Sansa Can't Help But Wonder… Is Winterfell Still Winterfell Without The Zsa Zsa Zsu?

Illustrated by Mallory Heyer.
Sansa Stark has had a tough time of it on Game of Thrones. But she's taking it one day at a time — in her journal. In this imagined column, Sansa Stark explores what it means to be a young woman at Winterfell à la Carrie Bradshaw from Sex and the City.
On a morning stroll through Winterfell — I find that it's meditative, and really helps with all my anxiety-induced sciatica — I paused to look at the grain count. We're horribly low on numbers. Just down to 4,000 bushels.

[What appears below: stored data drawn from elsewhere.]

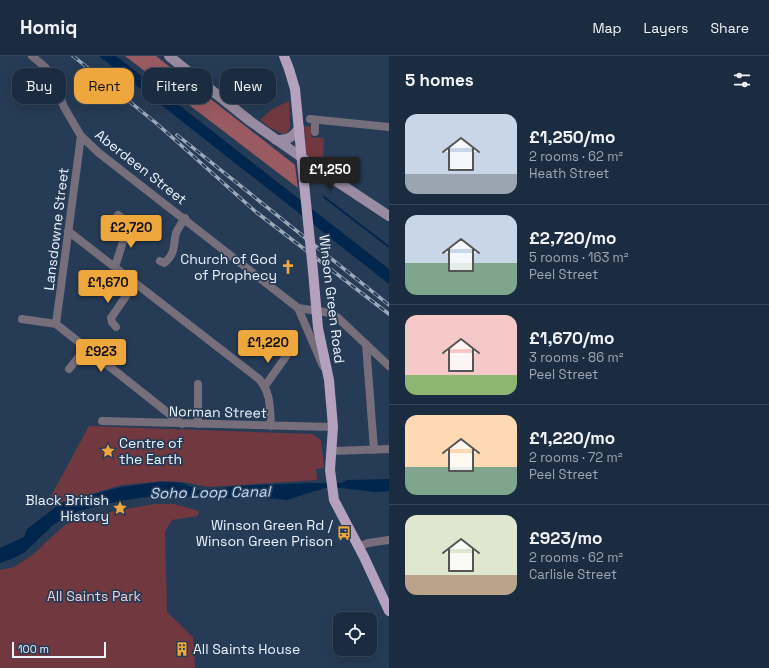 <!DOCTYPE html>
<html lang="en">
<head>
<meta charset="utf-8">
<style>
  :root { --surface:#1c2c40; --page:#253447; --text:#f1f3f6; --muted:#a0a7b1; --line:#3a4859; --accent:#eea73c }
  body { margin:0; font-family:"Space Grotesk",sans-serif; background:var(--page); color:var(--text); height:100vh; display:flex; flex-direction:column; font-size:15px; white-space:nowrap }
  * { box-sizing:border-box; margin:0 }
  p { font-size:13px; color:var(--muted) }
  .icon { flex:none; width:22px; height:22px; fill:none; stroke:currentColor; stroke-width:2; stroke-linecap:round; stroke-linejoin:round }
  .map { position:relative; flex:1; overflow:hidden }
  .panel { display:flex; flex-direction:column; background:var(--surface); width:380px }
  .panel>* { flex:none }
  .hud { position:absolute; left:12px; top:12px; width:317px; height:36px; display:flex; gap:8px }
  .controls { position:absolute; left:333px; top:556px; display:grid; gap:8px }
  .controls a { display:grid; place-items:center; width:44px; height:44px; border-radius:8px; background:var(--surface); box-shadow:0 4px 16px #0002,0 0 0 1px var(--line); font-size:20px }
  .scale { position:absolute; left:12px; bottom:10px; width:94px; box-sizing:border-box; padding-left:4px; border:2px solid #eaf2fc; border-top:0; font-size:11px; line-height:14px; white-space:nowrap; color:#eaf2fc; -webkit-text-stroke:3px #263b55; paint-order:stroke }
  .price { position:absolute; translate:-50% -34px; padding:0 9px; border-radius:4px; background:var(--accent); color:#111; font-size:13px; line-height:26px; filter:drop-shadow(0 1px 2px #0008) }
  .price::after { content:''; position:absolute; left:50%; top:24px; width:12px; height:9px; margin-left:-6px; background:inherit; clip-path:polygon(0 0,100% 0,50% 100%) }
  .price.current { background:#222; color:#fff }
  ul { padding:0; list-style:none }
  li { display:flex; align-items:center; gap:12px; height:100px; padding:0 16px }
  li+li { border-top:1px solid var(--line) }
  li span { display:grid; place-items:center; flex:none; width:112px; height:80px; border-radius:12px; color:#555 }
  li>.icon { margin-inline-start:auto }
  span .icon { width:48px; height:48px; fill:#fffc; stroke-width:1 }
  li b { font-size:17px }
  h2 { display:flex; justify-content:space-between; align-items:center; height:48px; padding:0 16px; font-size:17px }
  .chip { padding:0 14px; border-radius:12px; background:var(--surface); box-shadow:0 4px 16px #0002,0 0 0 1px var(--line); font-size:14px; line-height:36px }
  .chip.current { background:var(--accent); color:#111 }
  header { display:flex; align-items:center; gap:24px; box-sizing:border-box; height:56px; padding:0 20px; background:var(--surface); border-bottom:1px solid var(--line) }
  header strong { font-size:19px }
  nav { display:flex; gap:22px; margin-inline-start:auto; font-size:14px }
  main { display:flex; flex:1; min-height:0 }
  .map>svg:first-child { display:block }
  .green { fill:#71383f }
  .forest { fill:#9a5a61 }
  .water { fill:#00264e }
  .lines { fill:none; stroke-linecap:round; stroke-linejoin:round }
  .stream { stroke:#00264e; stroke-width:2 }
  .minor { stroke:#776e7c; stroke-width:8 }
  .secondary { stroke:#998ba1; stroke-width:10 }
  .primary { stroke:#b3a1bd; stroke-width:10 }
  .rail-casing { stroke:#9ca9ba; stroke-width:3.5 }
  .rail { stroke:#263b55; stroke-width:2; stroke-dasharray:6; stroke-linecap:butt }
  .primary-bridge { stroke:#b3a1bd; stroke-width:10 }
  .labels { text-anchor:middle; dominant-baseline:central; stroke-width:3.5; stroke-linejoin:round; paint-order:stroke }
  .street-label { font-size:14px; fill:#eaf2fc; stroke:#263b55 }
  .poi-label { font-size:14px; fill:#eaf2fc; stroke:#263b55; text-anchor:end }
  .park-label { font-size:14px; fill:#f3cbce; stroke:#263b55 }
  .water-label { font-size:15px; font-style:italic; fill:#c2d9f5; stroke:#263b55 }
</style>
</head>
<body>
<header>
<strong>Homiq</strong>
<nav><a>Map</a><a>Layers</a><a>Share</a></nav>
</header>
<main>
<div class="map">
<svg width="389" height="612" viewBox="0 0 389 612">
  <rect width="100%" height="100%" fill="#263b55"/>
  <path class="green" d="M289,45L290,71L288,76L283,78L269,71L260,64L272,53Z
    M311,70V81L324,82L323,109L306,98L304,71Z
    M89,370L312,378L321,384L324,412L316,413L317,424L208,431L184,426L162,425L122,429L45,451Z
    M154,448H174L199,455L198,460L172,464L165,475L167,556L193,581L195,612H0V514L14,511L34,498L46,486L65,469L78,464L99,458Z"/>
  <path class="forest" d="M125,0H156L295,109L298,132Z"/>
  <path class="water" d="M99,0H116L389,213V228Z
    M389,423V435L375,436L341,432H325L287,444L253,441L214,443L207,439L199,438L188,441L160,439L120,445L78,455L65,462L53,469L25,496L14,502L0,507V492L24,481L27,473L61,447L121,431L159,426H171L182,427L199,434H207L237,430L308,427H341L347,424Z"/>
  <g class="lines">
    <path class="stream" d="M324,141L389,191"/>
    <path class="minor" d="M32,0L45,11L54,25L64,51L81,80L99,97L298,252L331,257L337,261L389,310
      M310,63L389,71
      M315,76V64
      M118,159L141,177
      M68,175L259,323C271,336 270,353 271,370
      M160,205L164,207C176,198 173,189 176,177C178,172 182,167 185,162
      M115,211L125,179L131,168
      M298,252L323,310
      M22,263L56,268L182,368
      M56,268L81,80
      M116,271L112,266L111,262L135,227
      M366,288L374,394
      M69,313L86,292
      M265,330L287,299
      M102,365L333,371
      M198,368V328
      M332,395L389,393
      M358,491L368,487L389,484"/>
    <path class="secondary" d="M169,0L250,65L321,115L389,160
      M276,84C287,84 293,82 299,72"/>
    <path class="primary" d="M284,0L289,13L295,33L304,127
      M313,215L318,272L329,324L331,347L333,371L330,414L334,444L364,501L389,555"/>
    <defs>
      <path id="rail" d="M73,0L156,67L256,156L389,258
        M177,79L389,249"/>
    </defs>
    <use href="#rail" class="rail-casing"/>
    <use href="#rail" class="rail"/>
    <path class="primary-bridge" d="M304,127L313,215"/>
  </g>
  <defs>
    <symbol id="church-bare" viewBox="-9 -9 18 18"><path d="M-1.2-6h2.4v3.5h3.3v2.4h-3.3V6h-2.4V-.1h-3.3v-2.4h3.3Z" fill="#eea73c" stroke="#263b55" stroke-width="2.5" paint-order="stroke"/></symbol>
    <symbol id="sight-bare" viewBox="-9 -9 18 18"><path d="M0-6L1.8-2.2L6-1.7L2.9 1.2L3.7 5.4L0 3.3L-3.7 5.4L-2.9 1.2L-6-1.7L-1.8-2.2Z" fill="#eea73c" stroke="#263b55" stroke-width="2.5" paint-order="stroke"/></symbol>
    <symbol id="bus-bare" viewBox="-9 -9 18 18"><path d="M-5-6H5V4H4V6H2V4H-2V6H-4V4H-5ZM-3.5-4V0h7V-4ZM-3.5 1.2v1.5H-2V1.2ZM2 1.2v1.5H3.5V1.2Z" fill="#eea73c" stroke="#263b55" stroke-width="2.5" paint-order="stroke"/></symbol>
    <symbol id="building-bare" viewBox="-9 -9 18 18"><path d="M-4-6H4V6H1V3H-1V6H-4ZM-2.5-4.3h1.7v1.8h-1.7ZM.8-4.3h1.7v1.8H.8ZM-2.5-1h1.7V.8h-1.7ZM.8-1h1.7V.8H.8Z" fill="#eea73c" stroke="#263b55" stroke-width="2.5" paint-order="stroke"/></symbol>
  </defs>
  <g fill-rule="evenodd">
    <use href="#church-bare" x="278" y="201" width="20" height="20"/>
    <use href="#sight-bare" x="98" y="385" width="20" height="20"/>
    <use href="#sight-bare" x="110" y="442" width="20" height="20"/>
    <use href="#bus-bare" x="334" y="467" width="20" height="20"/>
    <use href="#building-bare" x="172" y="583" width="20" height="20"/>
  </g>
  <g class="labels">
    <g class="street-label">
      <text transform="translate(141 111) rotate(38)">Aberdeen Street</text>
      <text transform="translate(56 173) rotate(-83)">Lansdowne Street</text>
      <text transform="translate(332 243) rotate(83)">Winson Green Road</text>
      <text transform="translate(218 356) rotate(1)">Norman Street</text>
    </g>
    <g class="poi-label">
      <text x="277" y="203">Church of God<tspan x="277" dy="16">of Prophecy</tspan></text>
      <text x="119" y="387" text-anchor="start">Centre of<tspan x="119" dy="16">the Earth</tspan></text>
      <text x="109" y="444">Black British<tspan x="109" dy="16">History</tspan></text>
      <text x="333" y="469">Winson Green Rd /<tspan x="333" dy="16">Winson Green Prison</tspan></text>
      <text x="193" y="593" text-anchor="start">All Saints House</text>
    </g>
    <g class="park-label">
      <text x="94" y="540">All Saints Park</text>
    </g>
    <g class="water-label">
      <text transform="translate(210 436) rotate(-1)">Soho Loop Canal</text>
    </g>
  </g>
</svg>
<div class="controls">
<a><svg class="icon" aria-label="locate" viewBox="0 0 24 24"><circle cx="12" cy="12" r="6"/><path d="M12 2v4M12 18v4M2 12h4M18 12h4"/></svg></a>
</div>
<div class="scale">100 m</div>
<b class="price current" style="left:330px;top:135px">£1,250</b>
<b class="price" style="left:131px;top:193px">£2,720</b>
<b class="price" style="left:108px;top:248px">£1,670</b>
<b class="price" style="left:268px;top:308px">£1,220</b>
<b class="price" style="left:101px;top:317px">£923</b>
<div class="hud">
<a class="chip">Buy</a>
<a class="chip current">Rent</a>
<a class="chip">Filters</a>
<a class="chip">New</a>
</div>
</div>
<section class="panel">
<h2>5 homes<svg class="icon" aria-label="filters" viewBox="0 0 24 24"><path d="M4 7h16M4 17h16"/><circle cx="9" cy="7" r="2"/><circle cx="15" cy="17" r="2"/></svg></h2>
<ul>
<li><span style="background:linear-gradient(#c9d6e8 75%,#9aa5b1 0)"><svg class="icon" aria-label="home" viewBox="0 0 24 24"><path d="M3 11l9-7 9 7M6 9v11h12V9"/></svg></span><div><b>£1,250/mo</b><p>2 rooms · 62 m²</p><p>Heath Street</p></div></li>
<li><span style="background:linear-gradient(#c9d6e8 60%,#7fa58c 0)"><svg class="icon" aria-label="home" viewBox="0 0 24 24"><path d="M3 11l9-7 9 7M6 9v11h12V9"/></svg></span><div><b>£2,720/mo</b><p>5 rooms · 163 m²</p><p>Peel Street</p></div></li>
<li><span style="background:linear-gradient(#f6c9c9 75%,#8fb573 0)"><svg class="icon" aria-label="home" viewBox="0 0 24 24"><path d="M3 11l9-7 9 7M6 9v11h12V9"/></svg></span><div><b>£1,670/mo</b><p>3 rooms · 86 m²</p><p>Peel Street</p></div></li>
<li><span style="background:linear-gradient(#ffd9b3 65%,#7fa58c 0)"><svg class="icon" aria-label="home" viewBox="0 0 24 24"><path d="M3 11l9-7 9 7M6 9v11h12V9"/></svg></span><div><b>£1,220/mo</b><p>2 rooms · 72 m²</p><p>Peel Street</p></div></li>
<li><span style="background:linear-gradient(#dfe7d0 75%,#b9a48a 0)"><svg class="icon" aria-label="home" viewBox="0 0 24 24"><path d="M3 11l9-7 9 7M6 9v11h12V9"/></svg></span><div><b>£923/mo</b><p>2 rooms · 62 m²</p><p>Carlisle Street</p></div></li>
</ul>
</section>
</main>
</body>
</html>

I'm told: "For the current occupants of the castle, it's enough for a year, perhaps more." Well, that's no good. I rolled my eyes, and gave strict instructions to store even more grain. Honestly, did no one think this could be a problem as we head into another Long Night? Note: I'm wearing my heaviest fur.
I also remind my staff that grain, though delicious, isn't the be-all, end-all of existence. There have been times when, instead of munching on grain, I've simply purchased the nearest copy of Vogue Westeros. I find the images nourishing. They seem doubtful. But, you know, if the remaining armies of the North trek back up to defend Winterfell, we're going to need something to nourish everyone.
"We must prepare for that eventuality," I say. This is my job now; this is who I am.
"Command suits you," Littlefinger mutters as I walk away. Lord Baelish is a constant presence at my elbow these days, offering tips, hints, doses of creepiness that send chills down my spine. Yes, it does suit me. I'm Sansa Stark, a direct descendant of Ned Stark.
Why does everyone — Jon Snow included, that righteous bastard — continue to treat me like I'm a lamb, toddling about Winterfell and trying to be a leader? I'm just as much a leader as anyone else. Moreover, Littlefinger is useless. At best, he's good for lurking around corners and the occasional easy errand. I find he's good at fetching wood for the fire.
"I know Cersei better than anyone here," he says, a blatant untruth. Cersei practically raised me; my mother, Catelyn, wasn't around much. (That happens when you have a brother vying for the Iron Throne and a wayward, sword-loving sister.) What is it about men that makes them so oblivious to the lives of women? Need I remind him that we spent hours together in the Red Keep during the Battle of Blackwater? (Not to mention, Cersei was the second woman who found out about my menstrual cycle. You can't fake that kind of intimacy.)
"You don't know Cersei better than anyone here," I remind him. Lord Baelish knows no one, really. He's a leftover person, I like to say: We all have our paths, our predetermined loyalties. He had the hots for my mother, and that's where his interests end. "Thank you for your wise counsel," I add for effect.
There is no woman in the Seven Kingdoms who can hold an icy stare like I can. When it comes to men who were once infatuated with your mother, I couldn't help but wonder: How flippant is too flippant? I am, after all, his junior. But I manage the grains. I saved Jon Snow in the Battle of the Bastards! I now control the North. That should count for something.
I'm looking for a place to find some respite — perhaps a dank, icy alcove — when there's news of someone at the gate. It's Bran Stark, my long-lost brother who — I'll admit it — has never made sense to me. (He loved to climb on rooftops. I wanted my hair done. We weren't fast friends.) But still. It's Bran. When faced with a family member you haven't seen in years, you have no choice but to do one thing: Pause, hold for effect, then throw yourself at him.
The trouble with siblings is that you're meant to accept what they say at face value. This means when Bran tells me he's a three-eyed raven, I have to play along. Yes, Bran, you're the three-eyed raven. And I enjoy wearing this itchy-as-fuck wool coat.
He's very solemn these days, all furrowed-brow and blunt statements. (Stop asking about my dramatic past. Don't they teach manners beyond the Wall?) When did my little brother become a silent, miserable lout? I want him to be a chill, fun hang to accompany me as I run Winterfell. I want to wear furs, read Vogue Westeros, run this place like a benevolent queen, and punch Littlefinger once a day. But he's an idiot (he thinks he can see all), and so is Littlefinger. Moreover, where the fuck is Arya? There's so much I want from the Seven Kingdoms that just isn't happening.
After my reunion with Bran, I trekked back up to the estate. I made my way back to my bedroom, where I removed my fur, and flopped on my bed. No matter how many furs I wear or how much wisdom I demonstrate, all of Winterfell, including my newly prophetic brother, seems to see me as some pitiable child. No matter how far you travel or how cool you remain under the pressures of Cersei Lannister and a White Walker invasion, can you ever escape your past?